Vacinação em alguns corpos de bombeiros do distrito de Coimbra motiva duras críticas

O presidente da Federação dos Bombeiros do Distrito de Coimbra (FBDC) considerou “uma vergonha” que já existam bombeiros vacinados no distrito, quando a maioria das corporações não sabe a data da vacinação dos seus operacionais.

Isto é uma verdadeira vergonha e um escândalo o que está a acontecer. Infelizmente, mais uma vez, se vem provar que o sistema das cunhas funciona e que não há uma política a nível distrital para resolver estas coisas”, criticou Fernando Carvalho à agência Lusa.

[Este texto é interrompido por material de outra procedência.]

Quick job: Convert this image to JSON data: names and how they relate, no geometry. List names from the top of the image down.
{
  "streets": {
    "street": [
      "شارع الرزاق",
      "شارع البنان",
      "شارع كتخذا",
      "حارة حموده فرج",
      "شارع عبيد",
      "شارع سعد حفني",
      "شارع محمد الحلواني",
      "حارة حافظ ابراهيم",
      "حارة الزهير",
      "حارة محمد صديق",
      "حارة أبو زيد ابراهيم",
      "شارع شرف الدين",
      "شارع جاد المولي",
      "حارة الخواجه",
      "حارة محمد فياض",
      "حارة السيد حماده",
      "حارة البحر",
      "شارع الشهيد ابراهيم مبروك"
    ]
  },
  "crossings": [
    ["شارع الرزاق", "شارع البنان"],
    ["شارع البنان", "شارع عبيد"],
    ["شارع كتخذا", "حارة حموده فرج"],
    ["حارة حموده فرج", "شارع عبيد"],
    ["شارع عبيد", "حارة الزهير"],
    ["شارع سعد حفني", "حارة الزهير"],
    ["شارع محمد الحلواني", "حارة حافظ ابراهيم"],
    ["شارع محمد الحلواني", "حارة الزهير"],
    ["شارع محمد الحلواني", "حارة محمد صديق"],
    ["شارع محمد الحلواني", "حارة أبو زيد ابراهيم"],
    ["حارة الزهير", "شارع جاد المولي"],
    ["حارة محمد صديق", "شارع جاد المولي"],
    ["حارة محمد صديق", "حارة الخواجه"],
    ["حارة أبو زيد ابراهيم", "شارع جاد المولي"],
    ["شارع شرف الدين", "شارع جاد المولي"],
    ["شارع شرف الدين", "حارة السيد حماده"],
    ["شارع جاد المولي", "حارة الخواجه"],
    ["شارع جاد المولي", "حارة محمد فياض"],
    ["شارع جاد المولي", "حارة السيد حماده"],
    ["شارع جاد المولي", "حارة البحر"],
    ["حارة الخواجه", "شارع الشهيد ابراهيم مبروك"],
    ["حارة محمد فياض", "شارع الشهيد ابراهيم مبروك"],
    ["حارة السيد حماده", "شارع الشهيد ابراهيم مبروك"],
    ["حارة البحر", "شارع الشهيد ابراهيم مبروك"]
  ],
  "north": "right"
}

O dirigente diz que não tem “mais adjetivos para qualificar aquilo que se está a passar a nível distrital”. Segundo Fernando Carvalho, “haverá eventualmente quatro ou cinco corpos de bombeiros do distrito que têm alguns elementos vacinados, mas a maioria não tem”.”Como é que foram vacinados alguns elementos de corpos de bombeiros e não foram vacinados outros? Temos de saber, dentro de cada concelho, a quem é que o Ministério da Saúde delega as vacinas, a quem as entrega”, questionou, escusando-se a revelar nomes.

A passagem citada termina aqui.